/BELA

Bi-encoder entity linking architecture

Primary LanguagePythonMIT LicenseMIT

Bi-encoder Entity Linking Architecture (BELA)

The end to end transformer based model for entity linking in 98 languages. The BELA architecture is described in the following paper: Multilingual End to End Entity Linking.

Install package and requirements

pip install -r requirements.txt

Then install the package (-e for dev mode)

pip install -e .

Runing tests

PYTHONPATH=.:$PYTHONPATH python -m unittest

Bela

Pretrain disambiguation model on wikipedia data

The default path to the data is /fsx/movb/data/matcha.
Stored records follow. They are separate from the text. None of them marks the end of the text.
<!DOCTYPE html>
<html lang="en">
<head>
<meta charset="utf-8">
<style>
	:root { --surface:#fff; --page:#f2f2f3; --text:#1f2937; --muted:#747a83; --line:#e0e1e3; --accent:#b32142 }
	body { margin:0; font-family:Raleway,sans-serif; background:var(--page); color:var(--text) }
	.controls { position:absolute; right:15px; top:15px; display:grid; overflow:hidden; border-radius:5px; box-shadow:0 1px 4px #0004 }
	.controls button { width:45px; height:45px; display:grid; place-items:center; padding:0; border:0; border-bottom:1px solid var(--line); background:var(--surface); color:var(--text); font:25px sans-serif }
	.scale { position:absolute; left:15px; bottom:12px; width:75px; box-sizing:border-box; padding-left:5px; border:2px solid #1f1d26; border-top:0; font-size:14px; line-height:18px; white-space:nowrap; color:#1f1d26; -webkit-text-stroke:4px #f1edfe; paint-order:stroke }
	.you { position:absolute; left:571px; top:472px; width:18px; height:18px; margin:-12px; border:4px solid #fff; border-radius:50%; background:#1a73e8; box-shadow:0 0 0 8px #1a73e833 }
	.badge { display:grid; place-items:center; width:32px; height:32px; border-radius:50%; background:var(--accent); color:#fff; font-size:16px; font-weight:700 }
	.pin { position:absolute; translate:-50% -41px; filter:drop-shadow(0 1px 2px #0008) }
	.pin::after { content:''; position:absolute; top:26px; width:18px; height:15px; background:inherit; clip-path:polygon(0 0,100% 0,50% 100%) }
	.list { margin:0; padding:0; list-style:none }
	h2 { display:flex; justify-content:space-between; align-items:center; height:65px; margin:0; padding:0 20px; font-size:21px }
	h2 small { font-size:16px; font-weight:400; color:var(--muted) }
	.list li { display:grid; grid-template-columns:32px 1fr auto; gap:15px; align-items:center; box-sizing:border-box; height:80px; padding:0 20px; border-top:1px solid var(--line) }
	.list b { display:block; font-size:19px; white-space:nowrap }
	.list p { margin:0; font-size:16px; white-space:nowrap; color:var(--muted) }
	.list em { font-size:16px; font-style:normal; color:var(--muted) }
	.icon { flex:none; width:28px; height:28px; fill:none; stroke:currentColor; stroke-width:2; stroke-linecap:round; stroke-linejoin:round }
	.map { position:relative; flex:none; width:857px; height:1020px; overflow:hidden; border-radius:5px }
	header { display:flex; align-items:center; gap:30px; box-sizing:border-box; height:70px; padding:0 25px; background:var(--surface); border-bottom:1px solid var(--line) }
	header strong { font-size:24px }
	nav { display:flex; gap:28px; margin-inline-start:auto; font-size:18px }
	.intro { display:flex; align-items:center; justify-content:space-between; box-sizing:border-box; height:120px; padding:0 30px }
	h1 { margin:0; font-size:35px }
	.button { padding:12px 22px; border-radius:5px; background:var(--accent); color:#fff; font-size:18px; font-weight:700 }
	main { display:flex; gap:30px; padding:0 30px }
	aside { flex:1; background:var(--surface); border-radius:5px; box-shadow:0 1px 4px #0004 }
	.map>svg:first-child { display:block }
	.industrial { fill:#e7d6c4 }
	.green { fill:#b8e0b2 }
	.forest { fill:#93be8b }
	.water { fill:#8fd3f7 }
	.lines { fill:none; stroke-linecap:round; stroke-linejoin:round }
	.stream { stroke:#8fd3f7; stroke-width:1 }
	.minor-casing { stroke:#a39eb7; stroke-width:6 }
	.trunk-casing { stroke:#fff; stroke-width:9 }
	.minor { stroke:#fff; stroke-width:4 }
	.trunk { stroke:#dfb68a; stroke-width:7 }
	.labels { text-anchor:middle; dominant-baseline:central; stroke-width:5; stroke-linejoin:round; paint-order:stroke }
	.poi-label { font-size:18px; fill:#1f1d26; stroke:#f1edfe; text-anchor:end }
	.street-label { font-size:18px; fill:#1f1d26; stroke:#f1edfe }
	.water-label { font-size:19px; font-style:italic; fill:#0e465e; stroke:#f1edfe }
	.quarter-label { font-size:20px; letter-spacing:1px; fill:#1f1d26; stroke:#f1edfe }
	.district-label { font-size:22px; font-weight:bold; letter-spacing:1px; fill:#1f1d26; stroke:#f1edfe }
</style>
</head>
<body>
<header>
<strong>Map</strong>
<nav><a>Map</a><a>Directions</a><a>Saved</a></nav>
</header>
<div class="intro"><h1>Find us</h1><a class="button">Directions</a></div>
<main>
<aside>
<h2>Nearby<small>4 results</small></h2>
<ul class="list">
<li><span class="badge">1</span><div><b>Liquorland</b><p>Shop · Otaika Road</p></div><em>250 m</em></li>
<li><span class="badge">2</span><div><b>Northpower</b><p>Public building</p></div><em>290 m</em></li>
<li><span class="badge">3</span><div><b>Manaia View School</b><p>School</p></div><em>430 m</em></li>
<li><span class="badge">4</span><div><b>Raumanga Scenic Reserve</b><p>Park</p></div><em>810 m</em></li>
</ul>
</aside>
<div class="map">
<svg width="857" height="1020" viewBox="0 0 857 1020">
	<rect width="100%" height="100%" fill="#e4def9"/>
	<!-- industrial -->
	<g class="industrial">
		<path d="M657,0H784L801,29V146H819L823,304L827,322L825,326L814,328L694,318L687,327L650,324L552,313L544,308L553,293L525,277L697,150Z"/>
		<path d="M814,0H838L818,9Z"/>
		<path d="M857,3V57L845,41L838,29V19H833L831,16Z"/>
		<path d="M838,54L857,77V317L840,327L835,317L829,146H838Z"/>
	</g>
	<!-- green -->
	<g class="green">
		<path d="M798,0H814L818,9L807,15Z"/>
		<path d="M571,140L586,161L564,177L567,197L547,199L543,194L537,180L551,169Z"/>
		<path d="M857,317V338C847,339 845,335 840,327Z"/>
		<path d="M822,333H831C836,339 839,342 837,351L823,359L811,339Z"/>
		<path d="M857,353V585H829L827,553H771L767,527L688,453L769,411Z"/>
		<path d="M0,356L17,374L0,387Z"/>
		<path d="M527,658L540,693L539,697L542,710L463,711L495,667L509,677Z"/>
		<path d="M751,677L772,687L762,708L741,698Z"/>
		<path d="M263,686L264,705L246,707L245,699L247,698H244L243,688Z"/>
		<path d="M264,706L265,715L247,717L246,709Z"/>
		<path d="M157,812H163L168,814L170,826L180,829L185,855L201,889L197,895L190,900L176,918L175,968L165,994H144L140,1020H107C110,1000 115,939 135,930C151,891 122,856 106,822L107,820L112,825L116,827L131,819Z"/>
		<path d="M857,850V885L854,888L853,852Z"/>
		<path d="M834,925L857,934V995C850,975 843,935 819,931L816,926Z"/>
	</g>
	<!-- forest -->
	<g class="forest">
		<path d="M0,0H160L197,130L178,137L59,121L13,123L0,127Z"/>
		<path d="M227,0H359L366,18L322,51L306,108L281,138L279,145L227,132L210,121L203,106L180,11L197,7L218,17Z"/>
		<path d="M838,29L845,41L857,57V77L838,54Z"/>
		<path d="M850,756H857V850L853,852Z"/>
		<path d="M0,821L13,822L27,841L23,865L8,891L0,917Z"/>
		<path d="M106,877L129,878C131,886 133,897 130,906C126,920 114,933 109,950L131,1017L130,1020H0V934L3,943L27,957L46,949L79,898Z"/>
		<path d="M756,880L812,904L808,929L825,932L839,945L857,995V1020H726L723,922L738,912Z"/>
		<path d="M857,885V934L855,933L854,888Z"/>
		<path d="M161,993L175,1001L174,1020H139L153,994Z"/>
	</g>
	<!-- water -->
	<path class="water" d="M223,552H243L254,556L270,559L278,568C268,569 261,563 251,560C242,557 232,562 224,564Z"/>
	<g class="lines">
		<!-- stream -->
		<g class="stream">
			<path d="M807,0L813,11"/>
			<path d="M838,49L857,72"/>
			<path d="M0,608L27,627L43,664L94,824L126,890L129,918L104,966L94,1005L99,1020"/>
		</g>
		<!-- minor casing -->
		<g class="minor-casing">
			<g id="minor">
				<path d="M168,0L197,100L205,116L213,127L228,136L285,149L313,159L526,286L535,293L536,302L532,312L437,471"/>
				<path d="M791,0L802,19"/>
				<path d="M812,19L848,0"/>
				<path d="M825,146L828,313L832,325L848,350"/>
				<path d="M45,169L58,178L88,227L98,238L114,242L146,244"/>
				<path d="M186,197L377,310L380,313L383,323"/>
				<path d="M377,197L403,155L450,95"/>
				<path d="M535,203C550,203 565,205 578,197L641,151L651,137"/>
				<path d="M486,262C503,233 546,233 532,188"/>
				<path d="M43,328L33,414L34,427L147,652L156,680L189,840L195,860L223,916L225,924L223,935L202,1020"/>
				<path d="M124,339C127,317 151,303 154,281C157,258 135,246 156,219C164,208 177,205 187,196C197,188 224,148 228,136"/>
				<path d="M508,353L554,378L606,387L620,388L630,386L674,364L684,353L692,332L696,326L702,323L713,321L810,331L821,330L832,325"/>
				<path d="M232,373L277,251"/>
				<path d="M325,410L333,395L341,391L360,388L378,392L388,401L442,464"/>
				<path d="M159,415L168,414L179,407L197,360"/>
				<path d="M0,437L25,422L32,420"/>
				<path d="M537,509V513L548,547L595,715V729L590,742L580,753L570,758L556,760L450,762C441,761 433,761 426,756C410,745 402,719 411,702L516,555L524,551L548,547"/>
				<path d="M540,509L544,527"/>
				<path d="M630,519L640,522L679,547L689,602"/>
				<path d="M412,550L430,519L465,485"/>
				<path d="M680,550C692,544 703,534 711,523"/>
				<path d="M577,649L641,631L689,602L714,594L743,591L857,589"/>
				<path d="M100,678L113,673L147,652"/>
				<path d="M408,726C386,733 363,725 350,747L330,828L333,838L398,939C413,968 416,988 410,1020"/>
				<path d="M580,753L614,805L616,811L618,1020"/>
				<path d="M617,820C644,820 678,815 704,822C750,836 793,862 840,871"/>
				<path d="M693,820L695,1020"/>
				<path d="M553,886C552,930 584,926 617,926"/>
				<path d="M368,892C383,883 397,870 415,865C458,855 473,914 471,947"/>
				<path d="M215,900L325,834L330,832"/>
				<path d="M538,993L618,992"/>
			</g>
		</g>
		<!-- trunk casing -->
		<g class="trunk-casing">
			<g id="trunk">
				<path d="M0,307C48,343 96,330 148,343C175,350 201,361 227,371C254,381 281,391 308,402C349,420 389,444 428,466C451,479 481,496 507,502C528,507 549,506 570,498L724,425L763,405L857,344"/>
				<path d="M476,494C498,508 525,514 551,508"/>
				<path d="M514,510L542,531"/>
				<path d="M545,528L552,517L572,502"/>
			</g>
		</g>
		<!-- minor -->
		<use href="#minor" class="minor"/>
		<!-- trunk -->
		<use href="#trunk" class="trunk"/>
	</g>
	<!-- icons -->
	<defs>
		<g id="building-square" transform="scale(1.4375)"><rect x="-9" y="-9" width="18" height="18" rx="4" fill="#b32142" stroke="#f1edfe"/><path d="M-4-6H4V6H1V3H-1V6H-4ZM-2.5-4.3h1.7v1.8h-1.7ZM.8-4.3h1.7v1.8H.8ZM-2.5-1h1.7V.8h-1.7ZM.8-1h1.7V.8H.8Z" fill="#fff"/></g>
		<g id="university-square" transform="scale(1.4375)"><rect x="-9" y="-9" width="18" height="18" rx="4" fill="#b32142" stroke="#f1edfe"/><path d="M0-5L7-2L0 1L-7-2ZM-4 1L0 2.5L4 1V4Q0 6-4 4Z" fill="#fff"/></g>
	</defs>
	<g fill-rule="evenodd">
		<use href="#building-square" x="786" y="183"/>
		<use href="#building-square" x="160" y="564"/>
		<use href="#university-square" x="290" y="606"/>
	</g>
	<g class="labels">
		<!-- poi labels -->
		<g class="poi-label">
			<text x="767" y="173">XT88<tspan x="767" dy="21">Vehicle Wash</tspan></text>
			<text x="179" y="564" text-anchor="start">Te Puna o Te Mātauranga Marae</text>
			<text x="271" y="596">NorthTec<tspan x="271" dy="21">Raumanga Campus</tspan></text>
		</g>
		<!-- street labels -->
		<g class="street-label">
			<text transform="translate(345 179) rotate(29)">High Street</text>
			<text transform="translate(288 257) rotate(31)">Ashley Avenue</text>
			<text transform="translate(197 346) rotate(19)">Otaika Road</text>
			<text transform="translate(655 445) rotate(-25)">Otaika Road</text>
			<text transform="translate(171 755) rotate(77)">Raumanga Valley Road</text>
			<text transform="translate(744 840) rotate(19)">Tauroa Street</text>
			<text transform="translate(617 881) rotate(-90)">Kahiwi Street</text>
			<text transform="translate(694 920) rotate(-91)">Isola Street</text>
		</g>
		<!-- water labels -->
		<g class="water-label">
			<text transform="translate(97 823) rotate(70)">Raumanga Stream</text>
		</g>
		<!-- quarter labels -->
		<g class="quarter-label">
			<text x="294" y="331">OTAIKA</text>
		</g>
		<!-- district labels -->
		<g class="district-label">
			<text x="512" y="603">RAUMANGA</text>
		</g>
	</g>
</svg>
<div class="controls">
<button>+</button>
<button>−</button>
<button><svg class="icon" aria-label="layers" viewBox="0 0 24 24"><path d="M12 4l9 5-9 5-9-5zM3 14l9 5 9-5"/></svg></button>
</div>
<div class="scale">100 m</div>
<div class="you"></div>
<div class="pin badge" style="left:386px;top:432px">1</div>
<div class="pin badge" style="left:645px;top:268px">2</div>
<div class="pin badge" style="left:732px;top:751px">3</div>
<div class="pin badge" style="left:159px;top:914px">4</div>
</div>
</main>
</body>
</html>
You need to modify config with appropriate paramters in bela/conf/joint_el_disambiguation_only.yaml. This is Hydra config in YAML format. Please read more about hydra here and yaml here. To run training (you should be on machine with GPU):

PYTHONPATH=.:$PYTHONPATH python bela/main.py --config-name joint_el_disambiguation_only

Train model on entity linkind data

Config is stored in bela/conf/joint_el.yaml. To run training (you should be on machine with GPU):

PYTHONPATH=.:$PYTHONPATH python bela/main.py --config-name joint_el

Train model using SLURM

PYTHONPATH=.:$PYTHONPATH python bela/main.py -m --config-name joint_el_disambiguation_only trainer=slurm trainer.num_nodes=1 trainer.gpus=8

MBlink (Multilingual Blink)

Train on in-batch negatives (english, xlmr-base)

PYTHONPATH=.:$PYTHONPATH python mblink/main.py --config-name blink_xlmr trainer.gpus=8

Available configs:

  • blink_xlmr - English, xlmr-base
  • blink_xlmr_large - English, xlmr-large

Train model using SLURM

PYTHONPATH=.:$PYTHONPATH python mblink/main.py -m --config-name blink_xlmr trainer=slurm

Evaluation Data

TAC-KBP and LORELEI

Create an account on ldc.upenn.edu (your organization needs to have a membership) and download the following files:

url2filename = {
    "https://catalog.ldc.upenn.edu/download/620b6e19e16a4e269a3fe538e66448e5e4fe2ba0ab40e6f5f879cd2379c5": "lorelei_ukrainian_repr_lang_pack_LDC2020T24.zip",  # LDC2020T24
    "https://catalog.ldc.upenn.edu/download/992f6486049740ec9112d4b618122b6138efa2ca852d26dc1075890dfbf4": "lorelei_tigrinya_incident_lang_pack_LDC2020T22.zip",  # LDC2020T22
    "https://catalog.ldc.upenn.edu/download/4b033265a3e6f384b365af321dfce154447e7ec4ebe339e3995f4ad823ba": "lorelei_edl_kb_LDC2020T10.zip",  # LDC2020T10
    "https://catalog.ldc.upenn.edu/download/00284035a9a26715ff4ff6c995f4bc083ccec32f3dc5459e4c872d1bdfca": "lorelei_vietnamese_repr_lang_pack_LDC2020T17.zip",  # LDC2020T17
    "https://catalog.ldc.upenn.edu/download/ded6a54371683dded832b402bd3fc761a83ad4414ce7c9e3e831f622135b": "lorelei_amharic_lang_pack_mono_para_txt_LDC2018T04.zip",  # LDC2018T04
    "https://catalog.ldc.upenn.edu/download/b7725efb67a41040c11d0665d3397e3dae111f592ce2f2974c3bcb5dad74": "lorelei_somali_mono_para_txt_LDC2018T11.zip",  # LDC2018T11
    "https://catalog.ldc.upenn.edu/download/539e454f92a540e577fbe3200ab22ada71aa6000477d3ac47099763ebeb8": "lorelei_oromo_incident_lang_pack_LDC2020T11.tgz",  # LDC2020T11
    "https://catalog.ldc.upenn.edu/download/c57f38a07e4fb3b73712d0edbe9f4765776a177af2a75783266df069e604": "tac_kbp_ent_disc_link_comp_train_eval_2014-2015_LDC2019T02.zip",  # LDC2019T02
}

WARNING: The extension is marked as zip here based on previous code, but it's should probably be .tar.gz

Then they can be extracted using

tar -xzvf tac_kbp_ent_disc_link_comp_train_eval_2014-2015_LDC2019T02.zip

License

BELA is MIT licensed. See the LICENSE file for details.